Across the entries below, how many lines have the string "white" in them? Reply with only the number.

▽

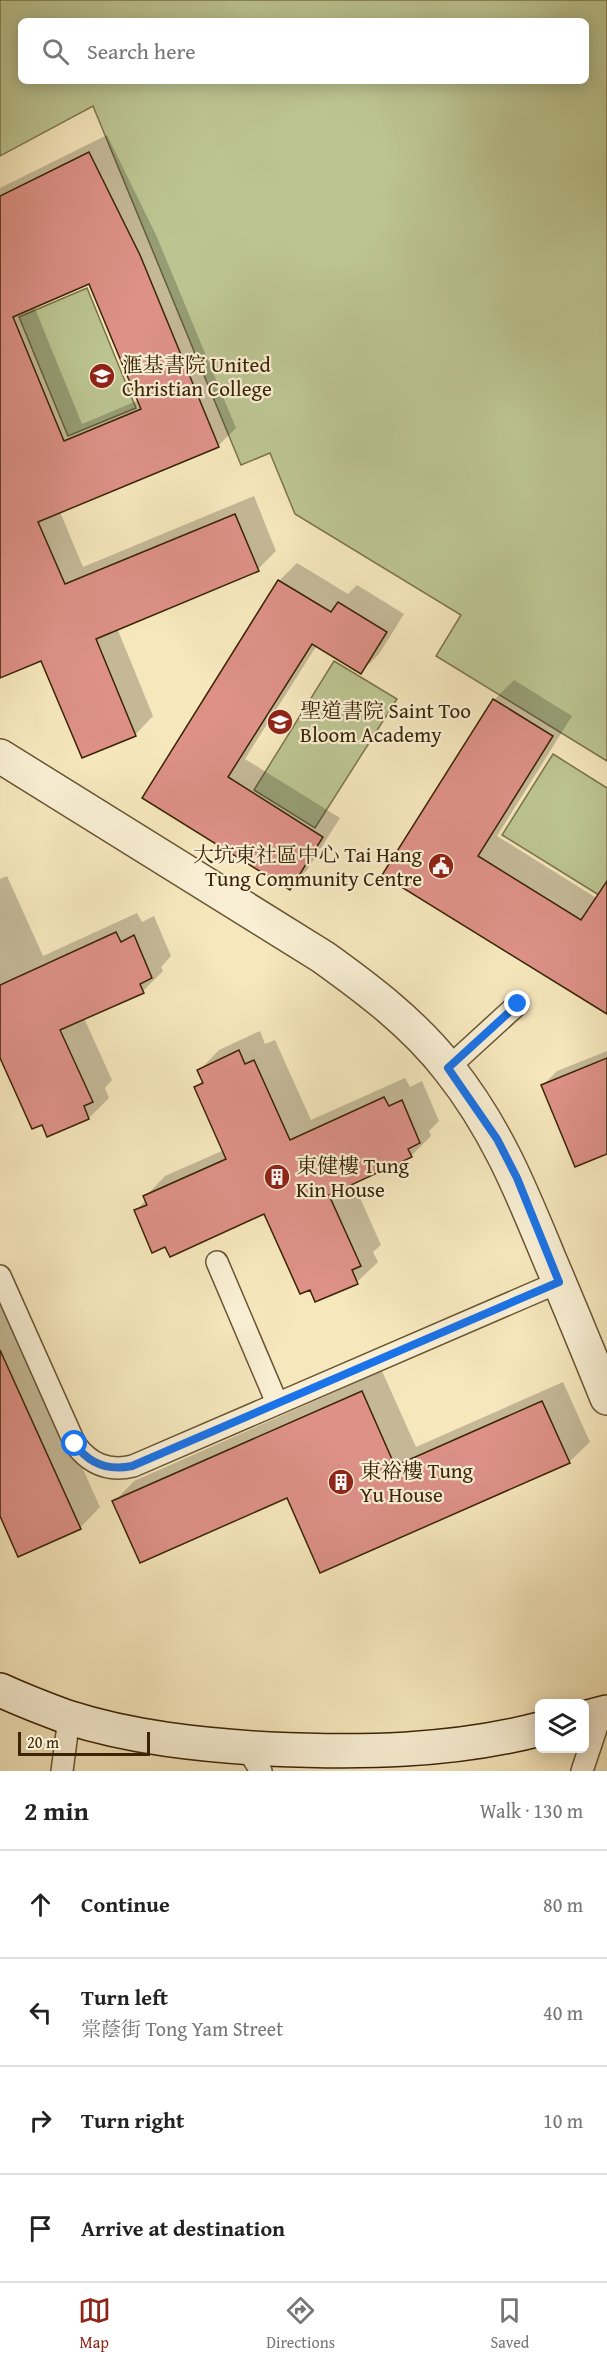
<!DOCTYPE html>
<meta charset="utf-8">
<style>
body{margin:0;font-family:"Gentium Book Plus","Noto Serif TC",serif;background:#f6f6f6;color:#222}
.controls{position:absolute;right:18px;bottom:18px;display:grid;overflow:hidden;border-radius:9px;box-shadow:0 3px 15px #0003}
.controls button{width:54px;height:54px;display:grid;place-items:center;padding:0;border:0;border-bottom:2px solid #e0e0e0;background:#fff;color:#222;font:30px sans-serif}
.scale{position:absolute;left:18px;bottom:15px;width:132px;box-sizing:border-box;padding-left:6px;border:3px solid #3a2404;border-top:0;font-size:16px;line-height:21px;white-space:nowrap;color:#3a2404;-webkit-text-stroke:4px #f9efd4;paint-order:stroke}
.stop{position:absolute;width:18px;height:18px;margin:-14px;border:4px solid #1a73e8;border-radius:50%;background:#fff}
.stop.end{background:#1a73e8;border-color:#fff;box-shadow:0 2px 6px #0008}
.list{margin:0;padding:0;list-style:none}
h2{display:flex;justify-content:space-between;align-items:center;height:78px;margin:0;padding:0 24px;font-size:26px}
h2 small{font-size:20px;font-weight:400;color:#767676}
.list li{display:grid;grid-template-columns:39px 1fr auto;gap:18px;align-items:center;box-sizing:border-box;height:108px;padding:0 24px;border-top:2px solid #e0e0e0}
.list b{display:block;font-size:22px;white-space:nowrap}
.list p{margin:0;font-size:20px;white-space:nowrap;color:#767676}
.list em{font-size:20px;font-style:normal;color:#767676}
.icon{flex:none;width:33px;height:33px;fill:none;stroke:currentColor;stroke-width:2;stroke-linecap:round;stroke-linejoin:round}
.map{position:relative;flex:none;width:607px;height:1771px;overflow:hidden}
.search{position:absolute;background:#fff;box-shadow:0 3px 15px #0003;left:18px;right:18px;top:18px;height:66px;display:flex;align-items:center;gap:15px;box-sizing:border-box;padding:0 21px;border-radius:9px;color:#767676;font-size:22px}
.sheet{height:510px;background:#fff}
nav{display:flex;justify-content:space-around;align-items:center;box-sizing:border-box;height:84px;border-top:2px solid #e0e0e0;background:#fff;font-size:16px;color:#767676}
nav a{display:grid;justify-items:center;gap:3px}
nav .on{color:#8f2418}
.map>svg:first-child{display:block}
</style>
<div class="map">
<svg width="607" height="1771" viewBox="0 0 607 1771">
<rect width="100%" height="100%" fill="#f6e7bd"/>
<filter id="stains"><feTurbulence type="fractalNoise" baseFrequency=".00333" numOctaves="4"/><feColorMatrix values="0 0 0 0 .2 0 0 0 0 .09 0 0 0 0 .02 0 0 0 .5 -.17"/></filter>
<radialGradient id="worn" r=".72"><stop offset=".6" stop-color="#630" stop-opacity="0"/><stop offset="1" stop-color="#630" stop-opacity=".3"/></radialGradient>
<!-- green -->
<g fill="#bcc592" stroke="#7b744b" stroke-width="1.5" fill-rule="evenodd">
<path d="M0,0H607V761L436,656L461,615L295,514L270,453L241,465L93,106L0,156ZM21,21H586V81H21Z"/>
<path d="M87,288L136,408L68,436L19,317Z"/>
<path d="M334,661L397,699L315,828L254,790Z"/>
<path d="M553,754L607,788V900L502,835Z"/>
</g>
<!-- shadow -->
<g fill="#0003" fill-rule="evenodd">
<path d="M107,135L157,237L236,428L218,446L60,512L83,567L254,496L276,551L258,569L117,628L153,716L135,735L42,659L0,676V188ZM90,282L139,400L82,424L34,306Z"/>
<path d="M297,563L348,594L357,585L404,614L379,654L361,672L317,645L245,759L340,818L307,870L289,888L144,798L279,581Z"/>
<path d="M514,680L572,716L497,836L598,899L607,890V1012L384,875L494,700Z"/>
<path d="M7,876L43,956L137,913L142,922L154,916L171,956L161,967L163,971L143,991L84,1018L112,1080L105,1088L109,1098L89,1118L42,1123L0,1054V879Z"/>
<path d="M260,1031L265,1044L275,1040L311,1120L405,1078L410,1087L422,1081L439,1121L429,1131L431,1136L411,1156L353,1182L381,1245L373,1252L378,1262L357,1282L265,1212L166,1246L136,1211L146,1200L145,1197L165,1176L224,1150L196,1087L203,1080L199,1071L219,1050Z"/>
<path d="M607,1051V1152L543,1085L557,1071Z"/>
<path d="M0,1285L100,1507L80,1528L0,1513Z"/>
<path d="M382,1371L416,1447L563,1382L590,1442L569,1462L288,1496L114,1502L134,1481Z"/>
</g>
<!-- building -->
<g fill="#dd9187" stroke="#3a2404" stroke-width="1.5" fill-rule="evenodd">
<path d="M89,152L140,255L219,447L38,522L65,584L235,514L259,571L96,639L136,736L82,758L41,661L0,678V196ZM89,284L141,409L64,441L13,317Z"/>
<path d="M278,580L331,612L338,602L387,632L361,674L312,644L228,777L323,837L290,890L142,798Z"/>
<path d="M493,699L553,736L478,856L581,920L607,881V1014L382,875Z"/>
<path d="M116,932L121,942L134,935L152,978L140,984L144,993L60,1030L93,1102L84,1106L89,1119L47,1137L42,1125L32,1129L0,1058V985Z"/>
<path d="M239,1050L245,1064L254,1060L290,1140L384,1097L389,1106L402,1100L420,1143L408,1149L412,1157L329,1195L361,1266L352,1270L358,1284L315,1302L310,1290L300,1294L264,1214L170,1257L165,1247L152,1253L134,1210L147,1205L143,1196L226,1159L194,1087L203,1083L197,1070Z"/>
<path d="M607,1058V1154L575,1167L541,1085Z"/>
<path d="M0,1350L81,1529L18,1557L0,1516Z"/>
<path d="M362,1391L395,1466L542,1401L570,1463L320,1573L287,1498L140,1563L112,1501Z"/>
</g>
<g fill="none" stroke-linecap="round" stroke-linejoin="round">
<!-- lane casing -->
<g stroke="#695532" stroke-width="24">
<g id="lane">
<path d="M448,1068L518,1004"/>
<path d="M217,1262L277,1403"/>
<path d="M0,1276L75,1444C90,1464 108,1472 133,1466L559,1282"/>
<path d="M246,1747L261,1771"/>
<path d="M62,1771L69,1718"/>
<path d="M582,1771L601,1714"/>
</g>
</g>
<!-- street casing -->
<g stroke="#695532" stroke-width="36">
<path id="street" d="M0,756L323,957C369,990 414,1024 449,1069C496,1128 521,1190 549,1258C569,1305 588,1351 607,1398"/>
</g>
<!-- secondary casing -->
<g stroke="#3a2404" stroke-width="36">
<g id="secondary">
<path d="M0,1690C22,1700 45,1709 67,1717C132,1738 202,1745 269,1749C359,1753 452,1752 540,1729"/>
<path d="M584,1718L607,1712"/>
</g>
</g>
<!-- lane -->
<use href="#lane" stroke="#f9efd4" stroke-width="21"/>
<!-- street -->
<use href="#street" stroke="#f9efd4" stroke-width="33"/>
<!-- secondary -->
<use href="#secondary" stroke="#f9efd4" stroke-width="33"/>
</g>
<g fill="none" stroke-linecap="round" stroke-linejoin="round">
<!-- route -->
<path stroke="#1a73e8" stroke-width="8" d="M75,1444C89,1464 108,1471 132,1466L559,1282L517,1178L497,1139L448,1068L518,1004"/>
</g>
<!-- icons -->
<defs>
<g id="school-disc" transform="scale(1.35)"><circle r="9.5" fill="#8f2418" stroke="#f9efd4"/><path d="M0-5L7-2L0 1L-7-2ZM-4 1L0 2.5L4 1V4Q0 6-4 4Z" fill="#fff"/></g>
<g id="civic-disc" transform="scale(1.35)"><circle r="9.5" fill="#8f2418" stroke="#f9efd4"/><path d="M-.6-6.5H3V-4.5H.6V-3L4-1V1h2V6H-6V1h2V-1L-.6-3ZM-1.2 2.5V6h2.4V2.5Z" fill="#fff"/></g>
<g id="building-disc" transform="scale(1.35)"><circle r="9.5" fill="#8f2418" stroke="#f9efd4"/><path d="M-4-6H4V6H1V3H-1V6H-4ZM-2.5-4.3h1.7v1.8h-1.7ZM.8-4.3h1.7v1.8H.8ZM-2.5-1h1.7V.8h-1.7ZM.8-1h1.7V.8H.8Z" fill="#fff"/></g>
</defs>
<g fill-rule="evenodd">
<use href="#school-disc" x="102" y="376"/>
<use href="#school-disc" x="280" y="722"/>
<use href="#civic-disc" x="441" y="866"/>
<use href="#building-disc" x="277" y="1177"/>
<use href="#building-disc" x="341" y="1482"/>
</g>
<g text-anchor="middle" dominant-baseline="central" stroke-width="4.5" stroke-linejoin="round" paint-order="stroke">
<!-- poi labels -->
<g font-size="21" fill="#3a2404" stroke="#f9efd4" text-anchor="start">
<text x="122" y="364">滙基書院 United<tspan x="122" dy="24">Christian College</tspan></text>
<text x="300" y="710">聖道書院 Saint Too<tspan x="300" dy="24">Bloom Academy</tspan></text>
<text x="422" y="854" text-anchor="end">大坑東社區中心 Tai Hang<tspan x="422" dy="24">Tung Community Centre</tspan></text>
<text x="296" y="1165">東健樓 Tung<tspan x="296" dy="24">Kin House</tspan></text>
<text x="360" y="1470">東裕樓 Tung<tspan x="360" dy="24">Yu House</tspan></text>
</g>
</g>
<rect width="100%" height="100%" filter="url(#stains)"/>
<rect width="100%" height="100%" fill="url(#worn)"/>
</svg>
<div class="controls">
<button><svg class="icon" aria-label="layers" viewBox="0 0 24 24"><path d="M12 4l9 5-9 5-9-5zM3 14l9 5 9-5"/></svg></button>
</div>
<div class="scale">20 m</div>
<div class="stop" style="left:75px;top:1444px"></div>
<div class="stop end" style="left:518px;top:1004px"></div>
<div class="search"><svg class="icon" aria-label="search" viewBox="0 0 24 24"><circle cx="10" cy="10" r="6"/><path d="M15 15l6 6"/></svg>Search here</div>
</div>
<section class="sheet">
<h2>2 min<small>Walk · 130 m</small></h2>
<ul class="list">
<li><svg class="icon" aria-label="ahead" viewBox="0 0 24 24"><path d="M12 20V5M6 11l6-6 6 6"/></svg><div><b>Continue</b></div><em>80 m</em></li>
<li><svg class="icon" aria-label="left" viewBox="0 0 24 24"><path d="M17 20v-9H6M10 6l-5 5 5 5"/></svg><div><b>Turn left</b><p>棠蔭街 Tong Yam Street</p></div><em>40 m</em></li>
<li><svg class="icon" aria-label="right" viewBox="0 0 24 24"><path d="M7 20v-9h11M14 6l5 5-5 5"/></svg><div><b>Turn right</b></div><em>10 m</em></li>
<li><svg class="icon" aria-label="arrive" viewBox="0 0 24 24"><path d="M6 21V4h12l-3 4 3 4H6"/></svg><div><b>Arrive at destination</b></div></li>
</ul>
</section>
<nav>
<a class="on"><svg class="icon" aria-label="map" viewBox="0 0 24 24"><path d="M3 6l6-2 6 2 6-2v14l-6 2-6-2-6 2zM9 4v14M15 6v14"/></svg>Map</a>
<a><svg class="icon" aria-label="directions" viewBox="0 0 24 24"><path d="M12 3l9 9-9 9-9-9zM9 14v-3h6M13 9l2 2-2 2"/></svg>Directions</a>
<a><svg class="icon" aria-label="saved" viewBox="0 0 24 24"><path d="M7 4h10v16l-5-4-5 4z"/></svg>Saved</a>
</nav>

△

### SOLUTION
3